Hello ladies and gentlemen…
My today’s topic says;
WHAT’S YOUR VIEW ON “LADIES PLAYING-“HARD TO GET “???
Well- I’d love to know your view on this over flogged phrase used mostly by men in our society, to describe ladies reactions while being wooed.
Now- what does wooing mean? The English dictionary defines it as; to endeavor to gain someone’s affection. This act has been in existence for centuries. The world has evolved though- civilization, especially through the birth of social media has almost changed the wooing game completely. Some ladies are emboldened through civilization- and more likely to express their feelings towards a man they fancied or found interesting. Funny enough, these changes haven’t automatically scrapped the lamenting of some men; that some ladies play “hard to get” even when they’re interested in the proposed courtship.
My take on this wailing from men- on ladies playing hard to get or acting indifferent while being wooed by the opposite sex, is that- it shouldn’t be generalized. Every Tom, Dick and Pedro now claims, a lady played hard to get on him. Even though, it could just be a case of unrequited love.
The thing is- I’m not saying it doesn’t happen. My view is- I don’t believe it happens as frequently as those whose ego has been smashed to rubble, want us to believe. Has it ever occurred to some men that, a lady who refused to pick your calls- claimed too busy for a date with you, may just be passing across a direct message- which is, she isn’t interested. I mean, is it not similar to how some, initiate breakups? Some ladies find it difficult to reject a relationship proposal, straight to your face.
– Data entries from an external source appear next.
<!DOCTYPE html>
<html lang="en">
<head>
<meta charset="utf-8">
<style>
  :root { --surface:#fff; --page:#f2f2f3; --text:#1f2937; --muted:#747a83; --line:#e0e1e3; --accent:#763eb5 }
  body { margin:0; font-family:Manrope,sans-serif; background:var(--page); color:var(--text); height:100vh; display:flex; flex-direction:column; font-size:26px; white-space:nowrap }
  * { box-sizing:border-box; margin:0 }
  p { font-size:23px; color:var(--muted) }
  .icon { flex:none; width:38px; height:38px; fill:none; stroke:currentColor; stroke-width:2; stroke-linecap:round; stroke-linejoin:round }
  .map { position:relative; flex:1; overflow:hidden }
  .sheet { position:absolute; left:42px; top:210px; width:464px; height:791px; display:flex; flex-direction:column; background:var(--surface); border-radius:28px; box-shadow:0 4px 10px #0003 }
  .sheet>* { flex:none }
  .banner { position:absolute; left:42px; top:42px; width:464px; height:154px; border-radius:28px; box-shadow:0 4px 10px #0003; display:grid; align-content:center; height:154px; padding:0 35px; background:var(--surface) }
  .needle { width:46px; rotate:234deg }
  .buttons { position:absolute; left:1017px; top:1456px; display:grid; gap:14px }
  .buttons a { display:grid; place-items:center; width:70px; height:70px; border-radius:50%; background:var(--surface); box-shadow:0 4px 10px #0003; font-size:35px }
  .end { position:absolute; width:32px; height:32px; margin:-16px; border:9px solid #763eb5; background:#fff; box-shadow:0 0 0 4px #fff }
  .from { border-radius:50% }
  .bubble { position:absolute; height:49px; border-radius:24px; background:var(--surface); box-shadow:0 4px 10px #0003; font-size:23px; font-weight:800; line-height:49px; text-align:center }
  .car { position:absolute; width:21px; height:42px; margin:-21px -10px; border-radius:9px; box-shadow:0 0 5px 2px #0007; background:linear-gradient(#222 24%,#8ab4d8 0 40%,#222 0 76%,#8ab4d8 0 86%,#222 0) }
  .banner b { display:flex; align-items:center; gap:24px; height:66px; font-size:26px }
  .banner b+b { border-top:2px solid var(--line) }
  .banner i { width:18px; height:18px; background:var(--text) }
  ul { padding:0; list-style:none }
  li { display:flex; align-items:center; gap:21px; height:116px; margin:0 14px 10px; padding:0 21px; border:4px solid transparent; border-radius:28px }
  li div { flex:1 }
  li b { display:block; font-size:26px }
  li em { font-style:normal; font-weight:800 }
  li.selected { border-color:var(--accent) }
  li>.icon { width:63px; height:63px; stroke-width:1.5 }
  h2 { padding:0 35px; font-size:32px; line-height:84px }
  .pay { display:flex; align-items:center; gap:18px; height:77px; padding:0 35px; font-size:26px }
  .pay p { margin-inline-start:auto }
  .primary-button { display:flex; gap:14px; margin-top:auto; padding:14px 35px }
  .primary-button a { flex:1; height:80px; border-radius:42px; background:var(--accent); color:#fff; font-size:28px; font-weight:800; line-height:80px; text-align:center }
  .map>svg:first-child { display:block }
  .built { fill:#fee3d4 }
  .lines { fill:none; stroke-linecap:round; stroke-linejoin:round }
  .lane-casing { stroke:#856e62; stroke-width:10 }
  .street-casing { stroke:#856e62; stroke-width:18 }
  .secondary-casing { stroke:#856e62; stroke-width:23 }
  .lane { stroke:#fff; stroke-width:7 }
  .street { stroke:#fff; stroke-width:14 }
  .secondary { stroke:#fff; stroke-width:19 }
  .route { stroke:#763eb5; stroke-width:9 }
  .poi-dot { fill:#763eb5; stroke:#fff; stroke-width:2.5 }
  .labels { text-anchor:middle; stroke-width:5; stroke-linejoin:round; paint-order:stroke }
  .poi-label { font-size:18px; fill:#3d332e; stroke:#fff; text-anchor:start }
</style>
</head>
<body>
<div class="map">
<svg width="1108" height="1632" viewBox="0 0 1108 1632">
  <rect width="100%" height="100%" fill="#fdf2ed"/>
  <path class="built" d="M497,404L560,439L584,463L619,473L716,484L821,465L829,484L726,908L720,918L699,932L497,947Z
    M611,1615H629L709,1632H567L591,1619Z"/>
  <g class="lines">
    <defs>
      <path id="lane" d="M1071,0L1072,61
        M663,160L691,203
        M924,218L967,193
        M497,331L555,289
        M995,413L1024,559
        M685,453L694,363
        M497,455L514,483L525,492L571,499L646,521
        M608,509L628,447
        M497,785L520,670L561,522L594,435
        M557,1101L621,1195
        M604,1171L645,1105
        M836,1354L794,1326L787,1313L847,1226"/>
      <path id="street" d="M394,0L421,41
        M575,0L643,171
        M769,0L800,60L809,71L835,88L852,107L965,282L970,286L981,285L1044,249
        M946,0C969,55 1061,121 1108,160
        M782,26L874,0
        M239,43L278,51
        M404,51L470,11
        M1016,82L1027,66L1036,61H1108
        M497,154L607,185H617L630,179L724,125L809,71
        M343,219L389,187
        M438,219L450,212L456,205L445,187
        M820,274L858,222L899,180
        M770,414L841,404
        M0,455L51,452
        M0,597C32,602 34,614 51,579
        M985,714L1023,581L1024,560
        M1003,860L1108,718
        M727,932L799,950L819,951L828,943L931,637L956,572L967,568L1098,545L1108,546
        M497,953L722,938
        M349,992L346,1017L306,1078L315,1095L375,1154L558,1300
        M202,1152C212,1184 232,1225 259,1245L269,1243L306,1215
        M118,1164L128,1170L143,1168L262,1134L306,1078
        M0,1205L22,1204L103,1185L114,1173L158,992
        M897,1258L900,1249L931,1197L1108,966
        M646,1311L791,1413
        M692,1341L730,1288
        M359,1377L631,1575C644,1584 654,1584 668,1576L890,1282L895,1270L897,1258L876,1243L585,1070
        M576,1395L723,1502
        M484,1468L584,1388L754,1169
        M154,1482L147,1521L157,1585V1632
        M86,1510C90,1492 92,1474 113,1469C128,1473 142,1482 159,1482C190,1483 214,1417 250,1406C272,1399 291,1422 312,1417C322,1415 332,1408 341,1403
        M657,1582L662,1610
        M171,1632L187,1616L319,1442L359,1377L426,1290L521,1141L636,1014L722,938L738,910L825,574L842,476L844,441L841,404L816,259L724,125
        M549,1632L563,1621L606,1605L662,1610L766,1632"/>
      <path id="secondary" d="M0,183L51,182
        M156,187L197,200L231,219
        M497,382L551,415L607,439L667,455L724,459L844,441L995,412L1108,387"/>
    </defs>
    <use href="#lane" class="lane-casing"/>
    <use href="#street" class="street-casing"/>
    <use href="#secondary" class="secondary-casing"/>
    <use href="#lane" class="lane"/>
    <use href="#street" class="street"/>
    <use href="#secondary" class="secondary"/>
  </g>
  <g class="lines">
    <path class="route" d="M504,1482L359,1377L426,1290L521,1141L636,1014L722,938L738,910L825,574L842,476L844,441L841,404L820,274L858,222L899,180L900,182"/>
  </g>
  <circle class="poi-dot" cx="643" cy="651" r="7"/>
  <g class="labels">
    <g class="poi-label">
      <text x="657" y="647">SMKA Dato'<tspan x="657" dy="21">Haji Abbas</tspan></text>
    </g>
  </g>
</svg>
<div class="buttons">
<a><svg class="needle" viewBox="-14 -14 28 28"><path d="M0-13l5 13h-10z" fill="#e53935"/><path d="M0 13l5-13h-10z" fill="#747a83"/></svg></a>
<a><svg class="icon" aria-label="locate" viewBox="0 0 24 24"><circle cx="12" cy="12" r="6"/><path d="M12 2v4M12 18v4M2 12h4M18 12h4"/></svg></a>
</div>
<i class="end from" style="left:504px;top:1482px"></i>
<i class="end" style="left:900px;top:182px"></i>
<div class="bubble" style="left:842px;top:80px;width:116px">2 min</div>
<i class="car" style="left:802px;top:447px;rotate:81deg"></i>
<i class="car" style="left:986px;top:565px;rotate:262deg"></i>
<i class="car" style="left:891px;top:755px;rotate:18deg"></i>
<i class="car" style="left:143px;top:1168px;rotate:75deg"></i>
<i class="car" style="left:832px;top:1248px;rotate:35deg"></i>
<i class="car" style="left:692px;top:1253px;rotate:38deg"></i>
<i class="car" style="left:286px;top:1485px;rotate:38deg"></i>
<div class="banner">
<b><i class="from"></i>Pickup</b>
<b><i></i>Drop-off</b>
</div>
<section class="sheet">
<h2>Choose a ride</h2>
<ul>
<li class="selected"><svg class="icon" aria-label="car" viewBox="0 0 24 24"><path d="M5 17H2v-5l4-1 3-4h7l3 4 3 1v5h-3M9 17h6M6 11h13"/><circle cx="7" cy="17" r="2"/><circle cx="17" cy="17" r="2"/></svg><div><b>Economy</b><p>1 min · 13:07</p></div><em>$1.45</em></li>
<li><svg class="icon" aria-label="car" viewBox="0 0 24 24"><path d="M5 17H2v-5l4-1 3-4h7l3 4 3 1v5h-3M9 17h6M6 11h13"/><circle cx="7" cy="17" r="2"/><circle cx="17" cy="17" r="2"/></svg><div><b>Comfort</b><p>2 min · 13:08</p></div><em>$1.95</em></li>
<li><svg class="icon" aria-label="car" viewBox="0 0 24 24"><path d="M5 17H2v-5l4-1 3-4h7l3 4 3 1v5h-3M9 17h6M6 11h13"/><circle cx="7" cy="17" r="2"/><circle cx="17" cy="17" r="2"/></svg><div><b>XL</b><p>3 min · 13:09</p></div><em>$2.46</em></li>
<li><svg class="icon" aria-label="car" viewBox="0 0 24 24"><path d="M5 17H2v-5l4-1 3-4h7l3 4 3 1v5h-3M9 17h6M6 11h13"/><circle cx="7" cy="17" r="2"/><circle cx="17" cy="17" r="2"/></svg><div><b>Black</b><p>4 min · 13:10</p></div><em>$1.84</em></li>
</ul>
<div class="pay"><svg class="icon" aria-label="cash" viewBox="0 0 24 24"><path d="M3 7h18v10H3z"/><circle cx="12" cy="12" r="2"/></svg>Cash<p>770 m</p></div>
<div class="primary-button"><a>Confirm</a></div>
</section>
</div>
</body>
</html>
Especially the sensitive ones; trying to save you that awkward conversation.
Fact is-some ladies play hard to get for real at least in our African setting. Upbringing plays a huge role in shaping one’s character. Those days, etiquette demanded a young lady should carry herself in a certain manner. Having been taught from childhood it’s unladylike to be unrestrained. Or show interest initially while being wooed.
Truth be told- some men actually badmouth/mistreat ladies who were interested in them from the onset. They would at times call such person cheap. Going by this belief, he won’t value the relationship and would eventually take her for granted. This particular logic agrees with the cliche- “people generally value what they made strenuous effort for.”
What about having an open mind? It may or may not be any of those plausible reasons. Things aren’t always what they seemed. What if she happened to be in a relationship and wasn’t interested or available? What if instinctively, she knew, she wouldn’t’ date you? What if just after minutes of talking with you on a first date- she had already seen traits that disgusted her? Do we really think a jerk, is that hard to spot? Lol. Or a braggart? Or a vain man- so fixated on his look? Or a pompous prig? Who thinks he’s the best thing since chocolate. Haha…these’re strictly my opinions though.
My point is- ego is a dangerous trait in any human being. You may never know her reasons for lack of interest initially. I think it’s so wrong to always assume it was an “act.” A lady may not like your personality at first. But something you did, maybe on a date or a particular trait you’ve may gradually melt her heart and endears you to her. That doesn’t mean she was pretending at first. It might just be that you gradually won her over. Understand that, she might not have been interested in you until she began to see traits she likes in you.
My humble advice? If she wouldn’t take your calls – shows absolutely zero interest in you. Move the heck on- she probably isn’t playing any stupid game. Could be, she’s simply not interested in you.